Re: [PATCH RFC net-next 0/3] Multi-CPU DSA support

From: Vladimir Oltean <olteanv@gmail.com>
To: Marek Behun <marek.behun@nic.cz>
Cc: "Ansuel Smith" <ansuelsmth@gmail.com>,
	netdev@vger.kernel.org, "David S. Miller" <davem@davemloft.net>,
	"Jakub Kicinski" <kuba@kernel.org>,
	"Andrew Lunn" <andrew@lunn.ch>,
	"Vivien Didelot" <vivien.didelot@gmail.com>,
	"Florian Fainelli" <f.fainelli@gmail.com>,
	"Alexei Starovoitov" <ast@kernel.org>,
	"Daniel Borkmann" <daniel@iogearbox.net>,
	"Andrii Nakryiko" <andriin@fb.com>,
	"Eric Dumazet" <edumazet@google.com>,
	"Wei Wang" <weiwan@google.com>,
	"Cong Wang" <cong.wang@bytedance.com>,
	"Taehee Yoo" <ap420073@gmail.com>,
	"Björn Töpel" <bjorn@kernel.org>,
	"zhang kai" <zhangkaiheb@126.com>,
	"Weilong Chen" <chenweilong@huawei.com>,
	"Roopa Prabhu" <roopa@cumulusnetworks.com>,
	"Di Zhu" <zhudi21@huawei.com>,
	"Francis Laniel" <laniel_francis@privacyrequired.com>,
	linux-kernel@vger.kernel.org
Subject: Re: [PATCH RFC net-next 0/3] Multi-CPU DSA support
Date: Sun, 11 Apr 2021 21:50:17 +0300	[thread overview]
Message-ID: <20210411185017.3xf7kxzzq2vefpwu@skbuf> (raw)

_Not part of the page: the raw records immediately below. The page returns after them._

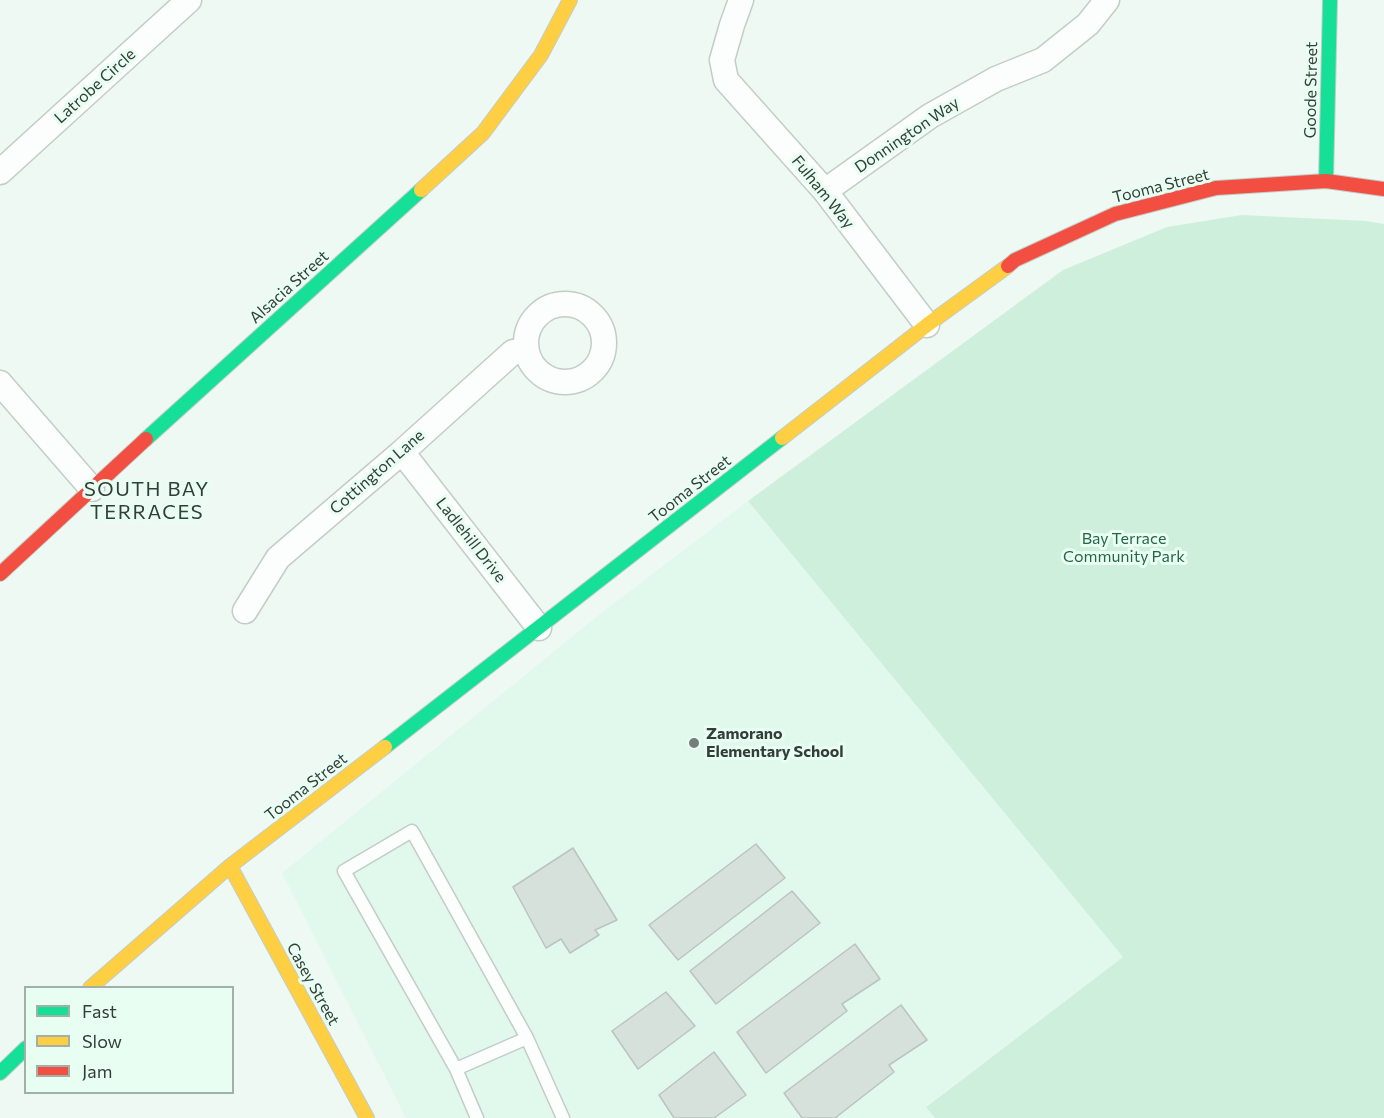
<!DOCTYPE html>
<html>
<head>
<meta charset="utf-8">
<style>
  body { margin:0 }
  #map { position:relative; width:1384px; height:1118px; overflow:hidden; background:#eef9f3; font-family:Commissioner,sans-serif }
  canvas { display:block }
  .legend { position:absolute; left:24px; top:986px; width:210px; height:108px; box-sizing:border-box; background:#e9fef2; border:2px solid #a1b1a8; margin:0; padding:8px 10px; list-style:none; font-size:18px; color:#343e38 }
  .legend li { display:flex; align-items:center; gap:12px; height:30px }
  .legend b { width:30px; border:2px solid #a1b1a8 }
</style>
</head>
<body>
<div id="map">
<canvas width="1384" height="1118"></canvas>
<ul class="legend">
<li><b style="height:8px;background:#16e098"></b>Fast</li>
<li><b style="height:8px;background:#ffcf43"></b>Slow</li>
<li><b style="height:8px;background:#f24e42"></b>Jam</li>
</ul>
</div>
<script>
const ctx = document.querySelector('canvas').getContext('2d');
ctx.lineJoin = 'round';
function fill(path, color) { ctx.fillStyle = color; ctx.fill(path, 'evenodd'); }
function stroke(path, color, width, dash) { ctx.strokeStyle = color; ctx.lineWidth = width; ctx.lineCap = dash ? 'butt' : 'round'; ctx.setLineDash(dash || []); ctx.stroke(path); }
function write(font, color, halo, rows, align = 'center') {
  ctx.font = font + ' Commissioner,sans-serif'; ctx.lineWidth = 6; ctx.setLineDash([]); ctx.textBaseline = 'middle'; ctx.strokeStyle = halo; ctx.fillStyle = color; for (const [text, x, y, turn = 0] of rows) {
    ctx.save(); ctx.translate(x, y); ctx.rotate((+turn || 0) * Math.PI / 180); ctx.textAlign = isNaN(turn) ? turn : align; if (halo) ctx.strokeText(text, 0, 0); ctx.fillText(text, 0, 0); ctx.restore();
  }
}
fill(new Path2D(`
  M748 501 1123 957 926 1106 935 1118H406L282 873 600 614Z`), '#e1f9ec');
fill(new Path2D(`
  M1242 215 1366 221 1384 224V1118H935L926 1107 1123 957 748 501 1063 270 1167 227Z`), '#cfefdd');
const building = new Path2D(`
  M756 844 785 878 678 960 649 925Z
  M573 848 617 920 595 930 599 935 570 953 561 939 546 948 513 887Z
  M792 891 820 923 716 1004 690 971Z
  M855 944 880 979 842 1004 847 1011 766 1073 737 1032Z
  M666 992 695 1026 638 1069 612 1031Z
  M901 1005 927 1040 889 1065 894 1072 835 1118H802L784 1093Z
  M714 1052 746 1095 714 1118H674L659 1095Z`);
fill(building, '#d7e1db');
stroke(building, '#bbc4bf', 1.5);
const lane = new Path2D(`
  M456 1069 527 1038
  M477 1118 456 1069 344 871 412 831 527 1038 563 1118`);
const street = new Path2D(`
  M741 0 732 25 722 60 726 80 825 191 927 325
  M0 172 189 0
  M825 191 930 116 996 79 1043 60 1088 24 1107 0
  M526 343a39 39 0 1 1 78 0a39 39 0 1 1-78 0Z
  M0 383 92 489
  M402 452 539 628
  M245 611 278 558 402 452 513 352 526 351`);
const fast = new Path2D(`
  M1326 181 1330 0
  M146 439 421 190
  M385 747 782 438
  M0 1073 26 1048`);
const slow = new Path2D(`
  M421 190 483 133 541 55 570 0
  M782 438 927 325 1008 266
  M230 866 367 1118
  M90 988 230 866 385 747`);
const jam = new Path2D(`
  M1008 266 1015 260 1115 214 1216 188 1326 181 1384 189
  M0 574 146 439`);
stroke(lane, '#c3cdc8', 15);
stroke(street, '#c3cdc8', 27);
stroke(fast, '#c3cdc8', 16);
stroke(slow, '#c3cdc8', 16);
stroke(jam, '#c3cdc8', 16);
stroke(lane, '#fcfefd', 12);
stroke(street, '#fcfefd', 24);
stroke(fast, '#16e098', 14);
stroke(slow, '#ffcf43', 14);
stroke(jam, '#f24e42', 14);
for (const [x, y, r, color] of [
  [694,743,6,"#757f79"]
]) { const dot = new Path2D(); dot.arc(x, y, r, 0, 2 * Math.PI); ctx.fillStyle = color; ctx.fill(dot); stroke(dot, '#e9fef2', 2); }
write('16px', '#343e38', '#e9fef2', [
  ["Latrobe Circle",95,86,-42],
  ["Goode Street",1311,90,-89],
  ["Donnington Way",907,135,-34],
  ["Tooma Street",1161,186,-14],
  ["Fulham Way",823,192,51],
  ["Alsacia Street",289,287,-42],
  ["Cottington Lane",377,472,-41],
  ["Tooma Street",690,489,-38],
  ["Ladlehill Drive",471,540,52],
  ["Tooma Street",306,787,-38],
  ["Casey Street",313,984,61]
]);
write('16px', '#266548', '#e9fef2', [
  ["Bay Terrace",1124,539],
  ["Community Park",1124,557]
]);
write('bold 16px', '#343e38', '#e9fef2', [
  ["Zamorano",706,734],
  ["Elementary School",706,752]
], 'left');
ctx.letterSpacing = '1.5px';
write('20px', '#343e38', '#e9fef2', [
  ["SOUTH BAY",147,489],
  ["TERRACES",147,512]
]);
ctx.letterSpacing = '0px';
</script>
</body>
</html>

In-Reply-To: <20210411200135.35fb5985@thinkpad>

On Sun, Apr 11, 2021 at 08:01:35PM +0200, Marek Behun wrote:
> On Sat, 10 Apr 2021 15:34:46 +0200
> Ansuel Smith <ansuelsmth@gmail.com> wrote:
> 
> > Hi,
> > this is a respin of the Marek series in hope that this time we can
> > finally make some progress with dsa supporting multi-cpu port.
> > 
> > This implementation is similar to the Marek series but with some tweaks.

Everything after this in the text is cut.